## HOW TO COMPLETE THIS TASK
Reproduce the entire listing exactly as written, apart from its pictures.
§ §
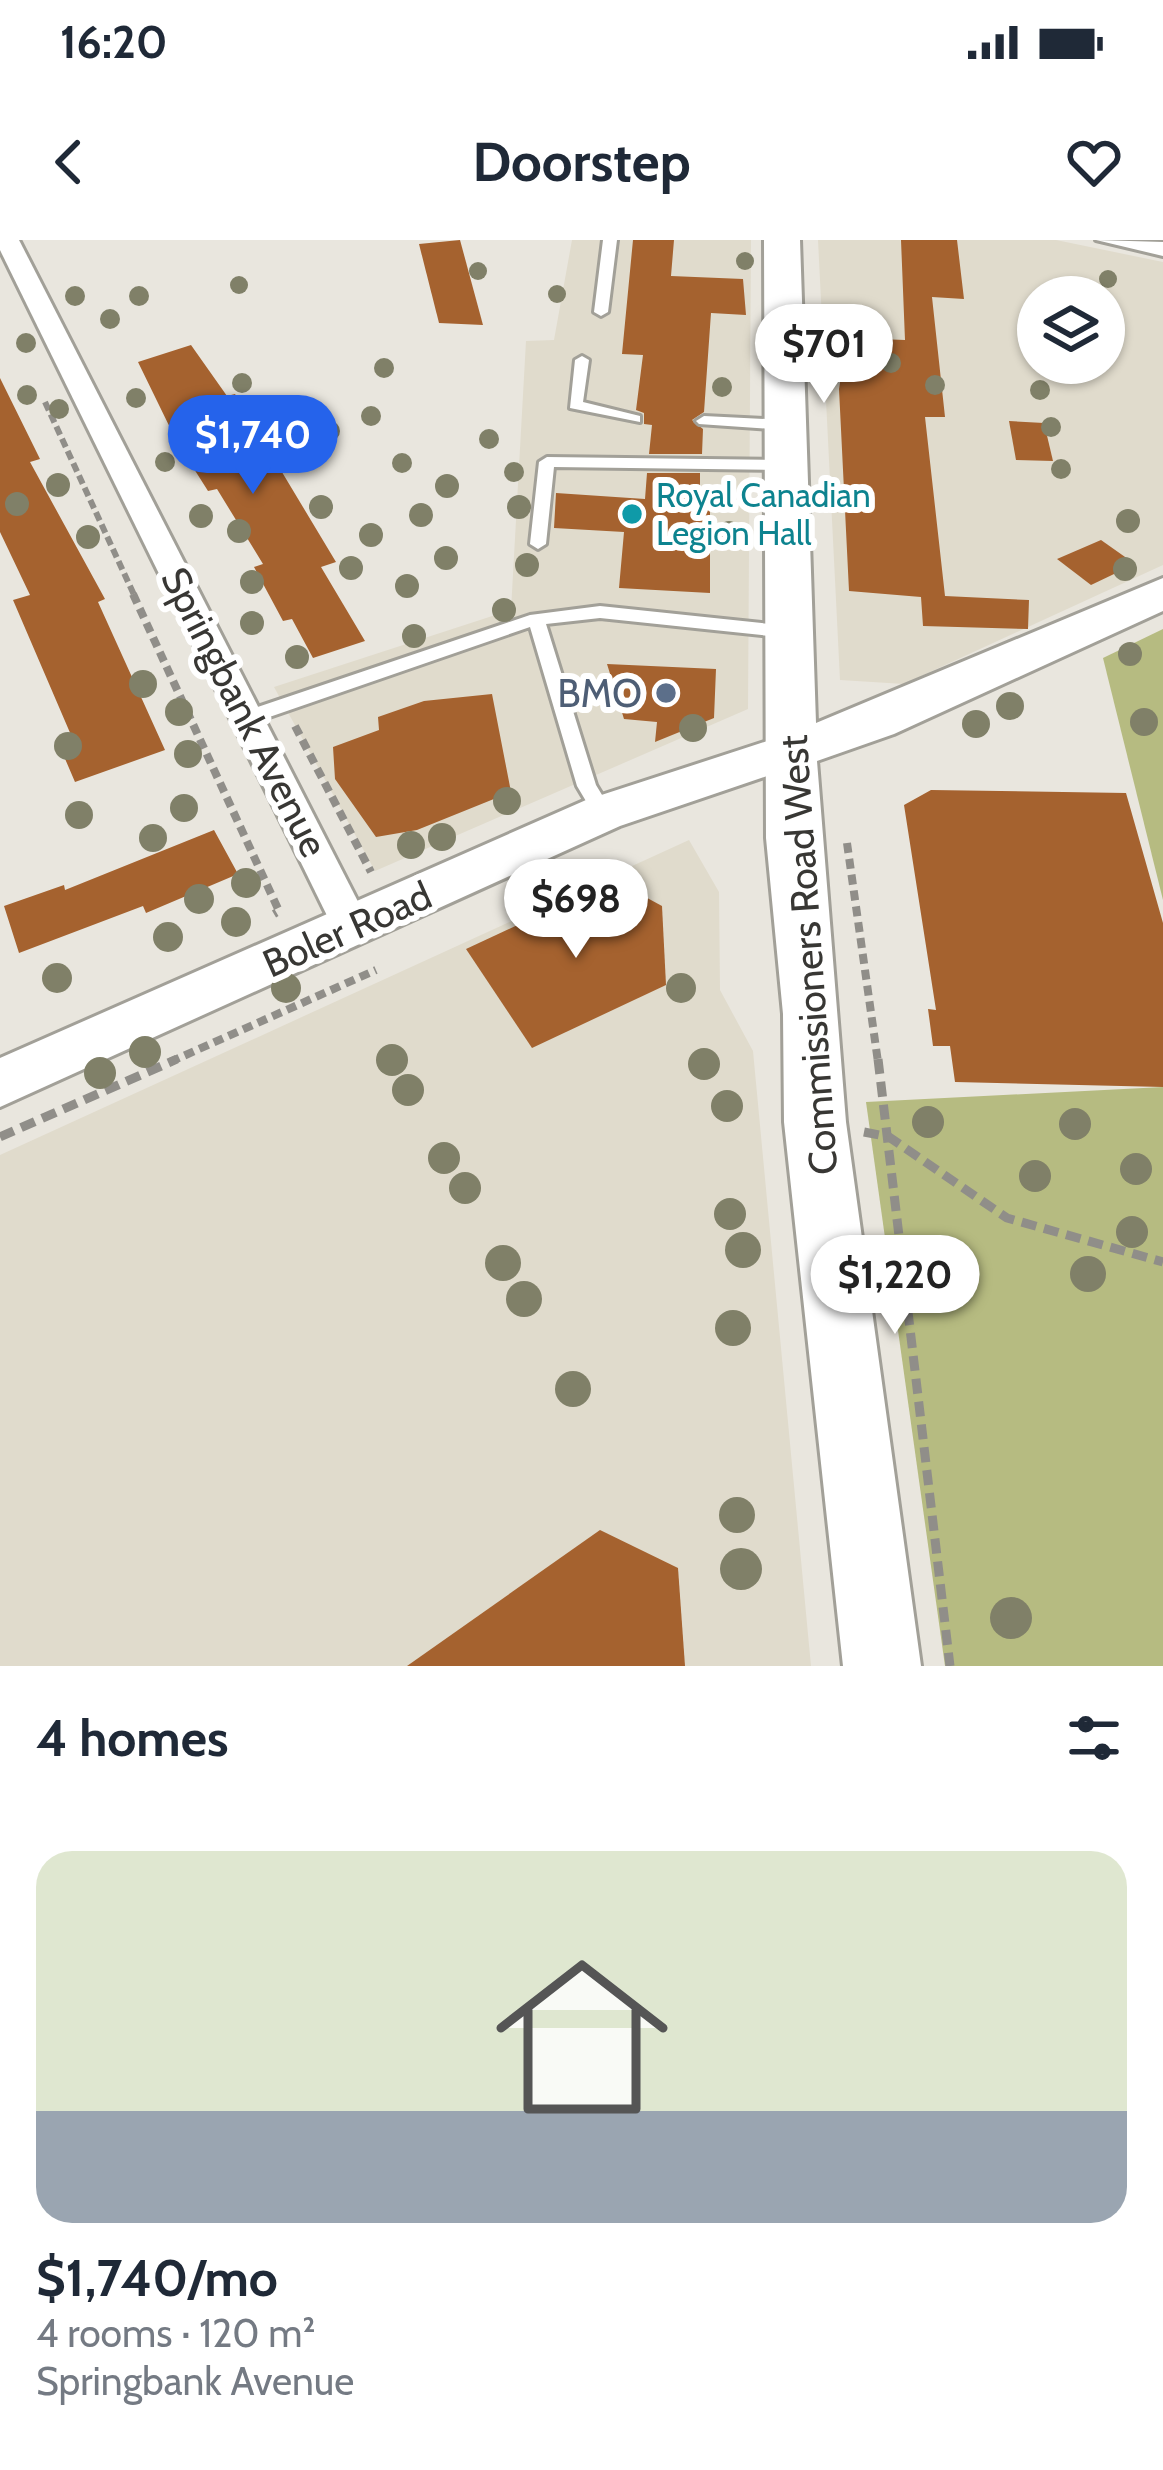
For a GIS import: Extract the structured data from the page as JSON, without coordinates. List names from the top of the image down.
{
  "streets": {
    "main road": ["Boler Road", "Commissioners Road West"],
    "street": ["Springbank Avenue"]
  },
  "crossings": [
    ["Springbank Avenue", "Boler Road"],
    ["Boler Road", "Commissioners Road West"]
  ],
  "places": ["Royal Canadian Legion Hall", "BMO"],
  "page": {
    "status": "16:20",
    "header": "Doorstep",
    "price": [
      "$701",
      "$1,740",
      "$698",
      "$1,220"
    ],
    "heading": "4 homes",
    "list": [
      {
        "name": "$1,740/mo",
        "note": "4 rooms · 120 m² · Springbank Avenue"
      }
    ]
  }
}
§ §
## REPLY TO THE TASK
For a GIS import: Extract the structured data from the page as JSON, without coordinates. List names from the top of the image down.
{
  "streets": {
    "main road": ["Boler Road", "Commissioners Road West"],
    "street": ["Springbank Avenue"]
  },
  "crossings": [
    ["Springbank Avenue", "Boler Road"],
    ["Boler Road", "Commissioners Road West"]
  ],
  "places": ["Royal Canadian Legion Hall", "BMO"],
  "page": {
    "status": "16:20",
    "header": "Doorstep",
    "price": [
      "$701",
      "$1,740",
      "$698",
      "$1,220"
    ],
    "heading": "4 homes",
    "list": [
      {
        "name": "$1,740/mo",
        "note": "4 rooms · 120 m² · Springbank Avenue"
      }
    ]
  }
}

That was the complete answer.